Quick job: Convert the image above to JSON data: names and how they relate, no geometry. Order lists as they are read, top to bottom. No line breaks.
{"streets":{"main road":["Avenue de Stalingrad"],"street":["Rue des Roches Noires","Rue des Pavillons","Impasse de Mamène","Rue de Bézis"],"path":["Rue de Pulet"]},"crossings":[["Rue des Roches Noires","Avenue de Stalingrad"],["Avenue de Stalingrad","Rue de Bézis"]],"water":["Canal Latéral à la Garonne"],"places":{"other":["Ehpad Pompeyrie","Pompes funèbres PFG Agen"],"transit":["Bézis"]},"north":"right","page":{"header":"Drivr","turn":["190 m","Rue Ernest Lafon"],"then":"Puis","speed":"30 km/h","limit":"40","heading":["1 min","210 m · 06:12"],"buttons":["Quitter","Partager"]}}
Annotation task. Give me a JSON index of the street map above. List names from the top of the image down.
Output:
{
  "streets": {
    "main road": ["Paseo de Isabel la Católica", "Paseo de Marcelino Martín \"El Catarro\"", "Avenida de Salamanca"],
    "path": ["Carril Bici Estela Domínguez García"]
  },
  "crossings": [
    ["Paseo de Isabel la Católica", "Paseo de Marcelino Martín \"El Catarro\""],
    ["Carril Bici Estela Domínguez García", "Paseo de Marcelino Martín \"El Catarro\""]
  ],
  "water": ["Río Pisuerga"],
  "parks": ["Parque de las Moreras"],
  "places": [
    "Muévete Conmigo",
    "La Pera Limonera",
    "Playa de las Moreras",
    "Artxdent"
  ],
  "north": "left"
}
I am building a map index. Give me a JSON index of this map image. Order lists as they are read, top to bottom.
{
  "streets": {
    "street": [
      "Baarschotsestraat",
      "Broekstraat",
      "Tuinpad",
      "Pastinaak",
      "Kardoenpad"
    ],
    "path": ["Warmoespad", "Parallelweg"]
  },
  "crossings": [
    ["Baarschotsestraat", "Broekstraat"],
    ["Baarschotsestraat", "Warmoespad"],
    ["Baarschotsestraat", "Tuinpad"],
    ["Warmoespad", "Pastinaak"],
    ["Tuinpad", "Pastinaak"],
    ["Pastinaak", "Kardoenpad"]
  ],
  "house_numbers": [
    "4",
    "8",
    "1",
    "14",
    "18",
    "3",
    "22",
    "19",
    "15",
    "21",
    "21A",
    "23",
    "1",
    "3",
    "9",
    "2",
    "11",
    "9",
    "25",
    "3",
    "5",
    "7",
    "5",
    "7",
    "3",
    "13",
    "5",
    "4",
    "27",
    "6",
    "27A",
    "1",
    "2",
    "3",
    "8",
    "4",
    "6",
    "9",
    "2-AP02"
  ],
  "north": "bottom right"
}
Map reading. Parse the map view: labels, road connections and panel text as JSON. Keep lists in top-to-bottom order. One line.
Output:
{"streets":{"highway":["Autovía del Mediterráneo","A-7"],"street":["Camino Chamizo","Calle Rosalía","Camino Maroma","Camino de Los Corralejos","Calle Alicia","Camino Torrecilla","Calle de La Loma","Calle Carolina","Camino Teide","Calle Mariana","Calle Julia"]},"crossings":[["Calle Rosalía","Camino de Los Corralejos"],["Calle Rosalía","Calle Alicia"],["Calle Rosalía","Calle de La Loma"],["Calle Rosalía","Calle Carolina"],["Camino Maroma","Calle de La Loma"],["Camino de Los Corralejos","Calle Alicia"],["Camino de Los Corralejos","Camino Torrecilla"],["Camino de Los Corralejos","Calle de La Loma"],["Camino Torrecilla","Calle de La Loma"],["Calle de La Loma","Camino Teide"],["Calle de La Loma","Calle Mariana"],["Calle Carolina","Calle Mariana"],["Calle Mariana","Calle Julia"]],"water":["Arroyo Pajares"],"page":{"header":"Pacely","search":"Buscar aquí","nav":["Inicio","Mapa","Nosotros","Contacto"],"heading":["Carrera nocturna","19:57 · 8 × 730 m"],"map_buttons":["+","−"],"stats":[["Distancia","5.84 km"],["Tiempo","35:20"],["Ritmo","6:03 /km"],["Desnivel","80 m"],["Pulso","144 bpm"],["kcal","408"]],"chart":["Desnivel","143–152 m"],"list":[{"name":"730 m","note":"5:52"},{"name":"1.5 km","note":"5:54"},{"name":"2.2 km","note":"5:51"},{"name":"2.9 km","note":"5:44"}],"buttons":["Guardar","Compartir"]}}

########################################

* Task details:
Go through the records above and set each one down exactly, please.

* Response to this task:
Quick job: Convert the image above to JSON data: names and how they relate, no geometry. Order lists as they are read, top to bottom. No line breaks.
{"streets":{"main road":["Avenue de Stalingrad"],"street":["Rue des Roches Noires","Rue des Pavillons","Impasse de Mamène","Rue de Bézis"],"path":["Rue de Pulet"]},"crossings":[["Rue des Roches Noires","Avenue de Stalingrad"],["Avenue de Stalingrad","Rue de Bézis"]],"water":["Canal Latéral à la Garonne"],"places":{"other":["Ehpad Pompeyrie","Pompes funèbres PFG Agen"],"transit":["Bézis"]},"north":"right","page":{"header":"Drivr","turn":["190 m","Rue Ernest Lafon"],"then":"Puis","speed":"30 km/h","limit":"40","heading":["1 min","210 m · 06:12"],"buttons":["Quitter","Partager"]}}
Annotation task. Give me a JSON index of the street map above. List names from the top of the image down.
Output:
{
  "streets": {
    "main road": ["Paseo de Isabel la Católica", "Paseo de Marcelino Martín \"El Catarro\"", "Avenida de Salamanca"],
    "path": ["Carril Bici Estela Domínguez García"]
  },
  "crossings": [
    ["Paseo de Isabel la Católica", "Paseo de Marcelino Martín \"El Catarro\""],
    ["Carril Bici Estela Domínguez García", "Paseo de Marcelino Martín \"El Catarro\""]
  ],
  "water": ["Río Pisuerga"],
  "parks": ["Parque de las Moreras"],
  "places": [
    "Muévete Conmigo",
    "La Pera Limonera",
    "Playa de las Moreras",
    "Artxdent"
  ],
  "north": "left"
}
I am building a map index. Give me a JSON index of this map image. Order lists as they are read, top to bottom.
{
  "streets": {
    "street": [
      "Baarschotsestraat",
      "Broekstraat",
      "Tuinpad",
      "Pastinaak",
      "Kardoenpad"
    ],
    "path": ["Warmoespad", "Parallelweg"]
  },
  "crossings": [
    ["Baarschotsestraat", "Broekstraat"],
    ["Baarschotsestraat", "Warmoespad"],
    ["Baarschotsestraat", "Tuinpad"],
    ["Warmoespad", "Pastinaak"],
    ["Tuinpad", "Pastinaak"],
    ["Pastinaak", "Kardoenpad"]
  ],
  "house_numbers": [
    "4",
    "8",
    "1",
    "14",
    "18",
    "3",
    "22",
    "19",
    "15",
    "21",
    "21A",
    "23",
    "1",
    "3",
    "9",
    "2",
    "11",
    "9",
    "25",
    "3",
    "5",
    "7",
    "5",
    "7",
    "3",
    "13",
    "5",
    "4",
    "27",
    "6",
    "27A",
    "1",
    "2",
    "3",
    "8",
    "4",
    "6",
    "9",
    "2-AP02"
  ],
  "north": "bottom right"
}
Map reading. Parse the map view: labels, road connections and panel text as JSON. Keep lists in top-to-bottom order. One line.
Output:
{"streets":{"highway":["Autovía del Mediterráneo","A-7"],"street":["Camino Chamizo","Calle Rosalía","Camino Maroma","Camino de Los Corralejos","Calle Alicia","Camino Torrecilla","Calle de La Loma","Calle Carolina","Camino Teide","Calle Mariana","Calle Julia"]},"crossings":[["Calle Rosalía","Camino de Los Corralejos"],["Calle Rosalía","Calle Alicia"],["Calle Rosalía","Calle de La Loma"],["Calle Rosalía","Calle Carolina"],["Camino Maroma","Calle de La Loma"],["Camino de Los Corralejos","Calle Alicia"],["Camino de Los Corralejos","Camino Torrecilla"],["Camino de Los Corralejos","Calle de La Loma"],["Camino Torrecilla","Calle de La Loma"],["Calle de La Loma","Camino Teide"],["Calle de La Loma","Calle Mariana"],["Calle Carolina","Calle Mariana"],["Calle Mariana","Calle Julia"]],"water":["Arroyo Pajares"],"page":{"header":"Pacely","search":"Buscar aquí","nav":["Inicio","Mapa","Nosotros","Contacto"],"heading":["Carrera nocturna","19:57 · 8 × 730 m"],"map_buttons":["+","−"],"stats":[["Distancia","5.84 km"],["Tiempo","35:20"],["Ritmo","6:03 /km"],["Desnivel","80 m"],["Pulso","144 bpm"],["kcal","408"]],"chart":["Desnivel","143–152 m"],"list":[{"name":"730 m","note":"5:52"},{"name":"1.5 km","note":"5:54"},{"name":"2.2 km","note":"5:51"},{"name":"2.9 km","note":"5:44"}],"buttons":["Guardar","Compartir"]}}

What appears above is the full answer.